Task description:
Lift out each line of the data that holds "strong".

[Dataset entries]
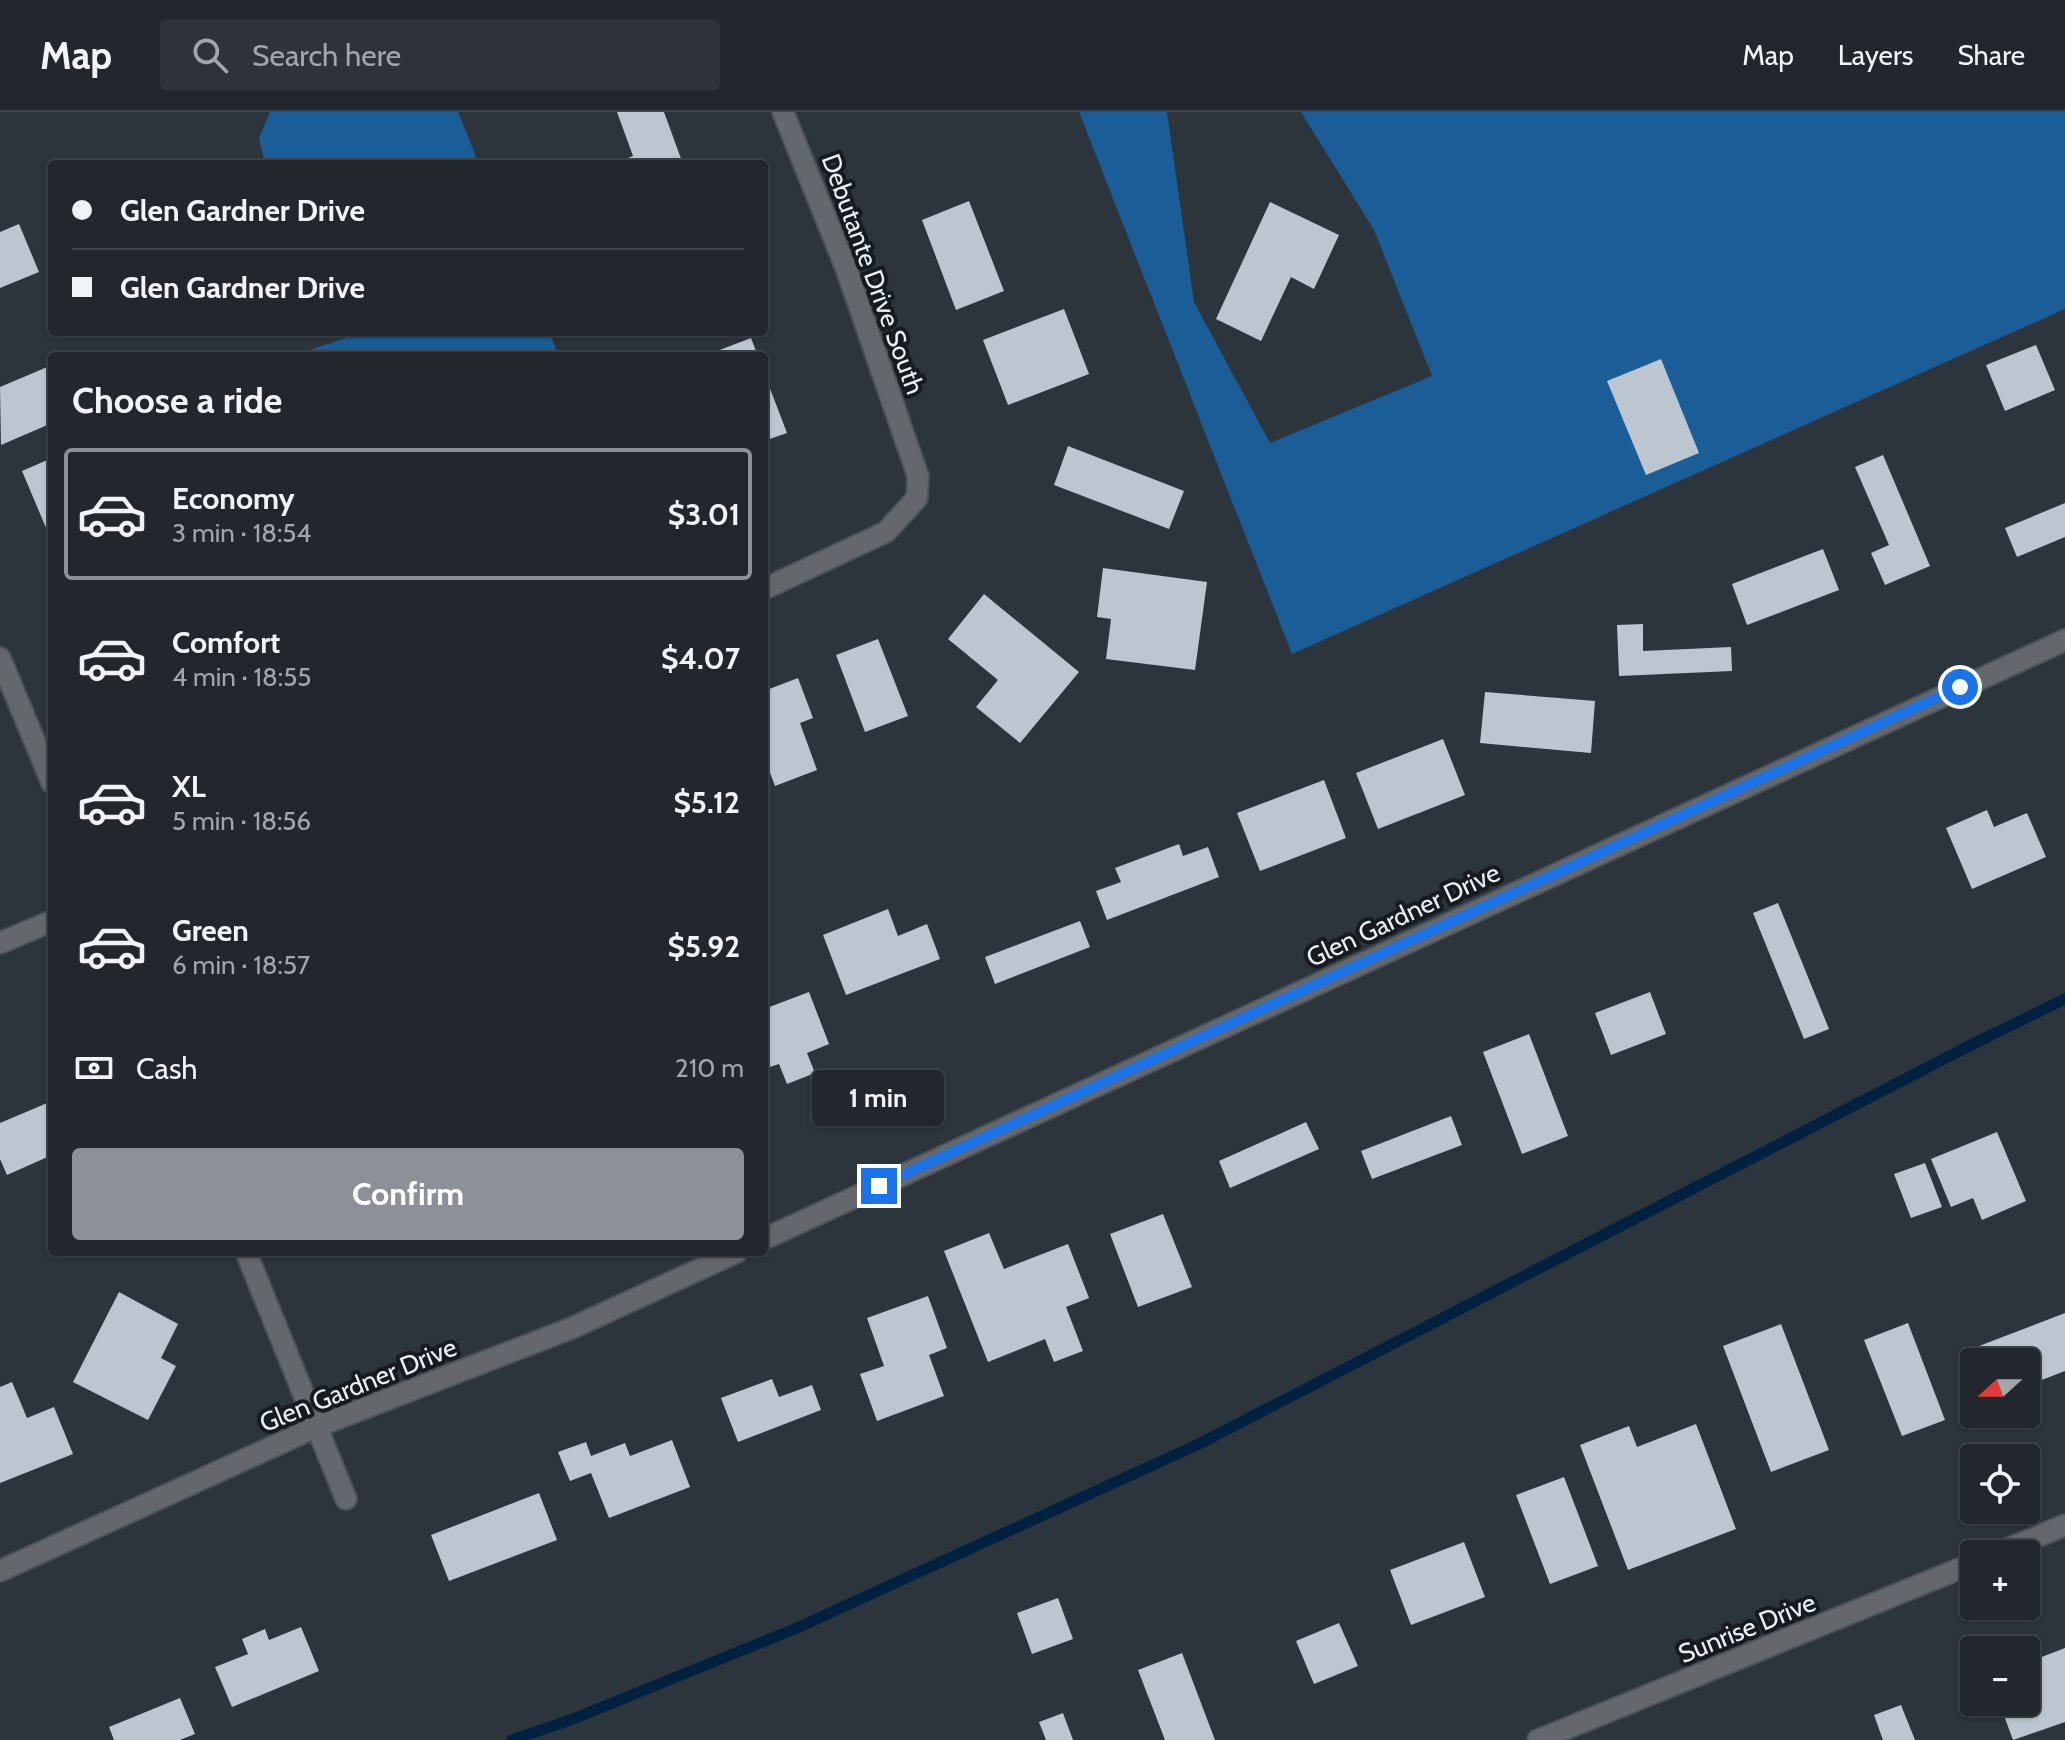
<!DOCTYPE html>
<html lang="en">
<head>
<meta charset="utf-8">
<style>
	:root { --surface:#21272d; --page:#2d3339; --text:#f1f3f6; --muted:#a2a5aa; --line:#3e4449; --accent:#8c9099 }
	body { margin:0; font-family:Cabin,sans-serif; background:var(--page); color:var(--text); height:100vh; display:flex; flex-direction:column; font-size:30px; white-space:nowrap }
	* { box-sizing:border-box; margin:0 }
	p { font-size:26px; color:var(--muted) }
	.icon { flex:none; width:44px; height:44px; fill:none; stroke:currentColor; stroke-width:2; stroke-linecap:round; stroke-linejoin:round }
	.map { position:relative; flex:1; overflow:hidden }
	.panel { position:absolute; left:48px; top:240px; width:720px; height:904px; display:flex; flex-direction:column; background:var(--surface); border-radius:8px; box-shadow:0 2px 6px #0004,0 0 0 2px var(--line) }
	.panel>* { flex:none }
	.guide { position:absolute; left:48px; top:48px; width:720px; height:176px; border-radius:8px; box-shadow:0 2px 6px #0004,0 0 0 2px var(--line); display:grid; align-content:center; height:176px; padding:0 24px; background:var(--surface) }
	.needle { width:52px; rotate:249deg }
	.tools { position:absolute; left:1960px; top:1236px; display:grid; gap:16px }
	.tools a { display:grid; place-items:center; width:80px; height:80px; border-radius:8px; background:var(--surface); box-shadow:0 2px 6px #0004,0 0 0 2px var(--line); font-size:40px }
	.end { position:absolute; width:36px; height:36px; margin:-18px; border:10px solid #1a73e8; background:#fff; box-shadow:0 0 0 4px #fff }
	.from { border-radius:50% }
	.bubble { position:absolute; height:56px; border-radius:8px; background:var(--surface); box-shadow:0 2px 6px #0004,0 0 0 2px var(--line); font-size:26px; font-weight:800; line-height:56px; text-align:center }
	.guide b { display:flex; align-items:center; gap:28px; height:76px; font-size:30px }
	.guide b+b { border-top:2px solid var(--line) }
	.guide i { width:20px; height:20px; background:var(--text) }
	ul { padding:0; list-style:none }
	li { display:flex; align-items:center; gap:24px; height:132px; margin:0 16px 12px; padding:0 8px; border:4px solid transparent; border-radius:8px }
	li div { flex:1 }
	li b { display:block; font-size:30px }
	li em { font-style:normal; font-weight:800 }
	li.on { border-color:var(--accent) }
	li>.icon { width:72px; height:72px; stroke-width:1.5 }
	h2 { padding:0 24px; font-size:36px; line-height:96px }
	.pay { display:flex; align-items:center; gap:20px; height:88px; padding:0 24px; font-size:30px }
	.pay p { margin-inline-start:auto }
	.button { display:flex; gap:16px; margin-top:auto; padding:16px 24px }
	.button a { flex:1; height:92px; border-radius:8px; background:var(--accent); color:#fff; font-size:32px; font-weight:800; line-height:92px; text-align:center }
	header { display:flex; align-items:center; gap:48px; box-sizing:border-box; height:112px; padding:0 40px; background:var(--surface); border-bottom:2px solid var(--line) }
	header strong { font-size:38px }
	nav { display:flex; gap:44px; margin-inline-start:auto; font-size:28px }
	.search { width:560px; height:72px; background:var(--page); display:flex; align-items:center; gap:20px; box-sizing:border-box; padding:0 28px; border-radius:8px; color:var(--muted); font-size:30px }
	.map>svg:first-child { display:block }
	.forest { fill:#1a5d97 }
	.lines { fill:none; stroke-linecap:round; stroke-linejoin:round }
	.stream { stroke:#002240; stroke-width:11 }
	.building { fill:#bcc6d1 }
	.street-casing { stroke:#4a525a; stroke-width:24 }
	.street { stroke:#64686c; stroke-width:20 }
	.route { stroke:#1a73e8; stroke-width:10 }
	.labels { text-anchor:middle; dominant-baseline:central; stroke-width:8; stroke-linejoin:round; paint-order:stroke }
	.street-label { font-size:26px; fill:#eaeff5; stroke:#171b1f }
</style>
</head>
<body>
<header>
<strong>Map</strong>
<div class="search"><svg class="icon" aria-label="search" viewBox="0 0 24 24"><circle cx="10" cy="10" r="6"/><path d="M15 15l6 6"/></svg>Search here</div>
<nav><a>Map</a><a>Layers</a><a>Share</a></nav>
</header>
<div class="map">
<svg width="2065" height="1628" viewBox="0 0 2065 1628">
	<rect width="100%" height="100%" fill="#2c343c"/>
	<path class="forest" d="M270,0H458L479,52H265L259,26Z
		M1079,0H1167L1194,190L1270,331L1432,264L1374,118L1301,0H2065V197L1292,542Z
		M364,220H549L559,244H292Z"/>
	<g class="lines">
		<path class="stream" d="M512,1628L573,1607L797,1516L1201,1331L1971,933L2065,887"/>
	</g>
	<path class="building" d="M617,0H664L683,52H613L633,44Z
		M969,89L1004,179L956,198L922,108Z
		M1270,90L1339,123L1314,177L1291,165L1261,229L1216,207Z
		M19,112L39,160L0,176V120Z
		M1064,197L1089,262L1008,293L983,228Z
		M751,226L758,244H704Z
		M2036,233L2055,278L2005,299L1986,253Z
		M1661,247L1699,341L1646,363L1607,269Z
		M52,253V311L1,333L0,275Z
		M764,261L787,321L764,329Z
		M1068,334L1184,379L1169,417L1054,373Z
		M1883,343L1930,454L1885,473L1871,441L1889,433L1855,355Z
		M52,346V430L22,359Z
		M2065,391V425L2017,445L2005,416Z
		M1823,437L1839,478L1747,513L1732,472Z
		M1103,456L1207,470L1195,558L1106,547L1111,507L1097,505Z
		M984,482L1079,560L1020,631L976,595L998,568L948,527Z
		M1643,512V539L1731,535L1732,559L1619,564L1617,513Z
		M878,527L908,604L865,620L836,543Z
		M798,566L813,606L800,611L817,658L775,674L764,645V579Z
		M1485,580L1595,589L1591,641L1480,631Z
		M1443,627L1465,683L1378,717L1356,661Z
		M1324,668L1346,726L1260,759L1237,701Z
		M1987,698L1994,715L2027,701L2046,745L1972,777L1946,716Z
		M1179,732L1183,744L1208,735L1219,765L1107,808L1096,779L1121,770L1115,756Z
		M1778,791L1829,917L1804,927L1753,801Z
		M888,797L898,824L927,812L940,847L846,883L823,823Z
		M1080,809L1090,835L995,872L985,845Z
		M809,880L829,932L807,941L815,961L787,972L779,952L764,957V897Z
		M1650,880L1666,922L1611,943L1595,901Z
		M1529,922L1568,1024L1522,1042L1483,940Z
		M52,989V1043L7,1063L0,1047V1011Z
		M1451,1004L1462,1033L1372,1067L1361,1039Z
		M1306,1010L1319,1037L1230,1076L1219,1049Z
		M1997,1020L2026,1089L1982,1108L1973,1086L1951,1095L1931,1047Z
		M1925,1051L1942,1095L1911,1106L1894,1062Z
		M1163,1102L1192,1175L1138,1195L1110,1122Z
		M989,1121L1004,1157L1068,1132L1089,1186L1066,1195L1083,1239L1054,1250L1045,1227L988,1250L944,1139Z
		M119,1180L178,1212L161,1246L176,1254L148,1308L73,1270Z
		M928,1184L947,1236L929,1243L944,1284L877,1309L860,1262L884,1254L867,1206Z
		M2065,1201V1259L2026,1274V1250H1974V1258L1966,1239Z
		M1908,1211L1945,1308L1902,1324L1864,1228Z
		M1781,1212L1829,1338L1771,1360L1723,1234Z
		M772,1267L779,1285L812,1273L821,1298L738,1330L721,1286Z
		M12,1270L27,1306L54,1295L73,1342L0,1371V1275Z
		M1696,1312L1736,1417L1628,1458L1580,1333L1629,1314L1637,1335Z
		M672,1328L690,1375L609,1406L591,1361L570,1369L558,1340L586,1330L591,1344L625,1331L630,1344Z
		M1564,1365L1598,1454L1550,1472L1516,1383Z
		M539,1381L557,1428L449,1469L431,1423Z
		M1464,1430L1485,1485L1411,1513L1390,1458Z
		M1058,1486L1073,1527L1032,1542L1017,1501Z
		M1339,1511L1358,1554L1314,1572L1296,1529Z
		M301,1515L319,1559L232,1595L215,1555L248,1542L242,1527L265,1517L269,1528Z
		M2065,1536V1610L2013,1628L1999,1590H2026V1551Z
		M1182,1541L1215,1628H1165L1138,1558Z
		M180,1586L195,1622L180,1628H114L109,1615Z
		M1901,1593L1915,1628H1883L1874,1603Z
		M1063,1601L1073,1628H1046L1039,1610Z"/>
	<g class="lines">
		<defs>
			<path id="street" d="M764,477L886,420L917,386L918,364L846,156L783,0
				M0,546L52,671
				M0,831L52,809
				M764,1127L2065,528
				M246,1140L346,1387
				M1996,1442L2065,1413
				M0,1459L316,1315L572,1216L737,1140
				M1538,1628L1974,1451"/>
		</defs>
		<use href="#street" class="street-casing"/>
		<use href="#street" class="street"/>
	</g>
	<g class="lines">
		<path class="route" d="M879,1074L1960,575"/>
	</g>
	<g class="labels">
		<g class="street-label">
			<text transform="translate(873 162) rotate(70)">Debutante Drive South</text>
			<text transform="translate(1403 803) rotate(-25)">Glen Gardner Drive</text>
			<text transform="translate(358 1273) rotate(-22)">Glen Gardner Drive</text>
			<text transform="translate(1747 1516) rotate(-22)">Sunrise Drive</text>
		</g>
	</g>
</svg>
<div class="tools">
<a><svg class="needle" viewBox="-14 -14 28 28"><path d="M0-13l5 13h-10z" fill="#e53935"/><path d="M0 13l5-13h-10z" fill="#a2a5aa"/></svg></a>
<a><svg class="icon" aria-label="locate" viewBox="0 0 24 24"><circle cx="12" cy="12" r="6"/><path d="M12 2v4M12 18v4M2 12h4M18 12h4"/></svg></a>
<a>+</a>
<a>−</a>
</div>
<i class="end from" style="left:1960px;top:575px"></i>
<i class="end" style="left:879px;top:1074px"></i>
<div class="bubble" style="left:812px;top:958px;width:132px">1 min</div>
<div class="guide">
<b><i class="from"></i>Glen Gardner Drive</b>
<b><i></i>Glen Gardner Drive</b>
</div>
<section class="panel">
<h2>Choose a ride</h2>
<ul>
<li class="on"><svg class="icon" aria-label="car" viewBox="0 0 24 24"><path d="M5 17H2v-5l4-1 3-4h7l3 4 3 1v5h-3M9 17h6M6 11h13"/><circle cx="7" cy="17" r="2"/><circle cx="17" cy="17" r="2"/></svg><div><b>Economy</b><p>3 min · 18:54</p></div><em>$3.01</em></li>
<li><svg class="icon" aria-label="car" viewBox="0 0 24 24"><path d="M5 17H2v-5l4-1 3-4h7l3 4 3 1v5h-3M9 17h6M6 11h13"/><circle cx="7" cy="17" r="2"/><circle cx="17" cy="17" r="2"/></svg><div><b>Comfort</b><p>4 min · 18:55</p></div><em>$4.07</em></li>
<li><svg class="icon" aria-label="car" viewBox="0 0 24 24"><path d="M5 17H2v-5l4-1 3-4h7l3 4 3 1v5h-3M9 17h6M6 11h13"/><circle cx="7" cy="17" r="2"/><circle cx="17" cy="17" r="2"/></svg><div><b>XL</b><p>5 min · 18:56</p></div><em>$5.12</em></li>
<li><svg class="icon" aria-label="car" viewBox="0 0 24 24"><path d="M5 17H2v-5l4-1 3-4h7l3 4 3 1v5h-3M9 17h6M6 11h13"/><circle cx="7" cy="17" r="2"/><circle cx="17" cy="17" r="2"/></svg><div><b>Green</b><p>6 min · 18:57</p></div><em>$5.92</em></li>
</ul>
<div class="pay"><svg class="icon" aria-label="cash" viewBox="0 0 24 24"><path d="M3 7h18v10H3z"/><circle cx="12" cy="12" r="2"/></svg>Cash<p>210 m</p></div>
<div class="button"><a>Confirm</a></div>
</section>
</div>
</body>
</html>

Result of the exercise:
	header strong { font-size:38px }
<strong>Map</strong>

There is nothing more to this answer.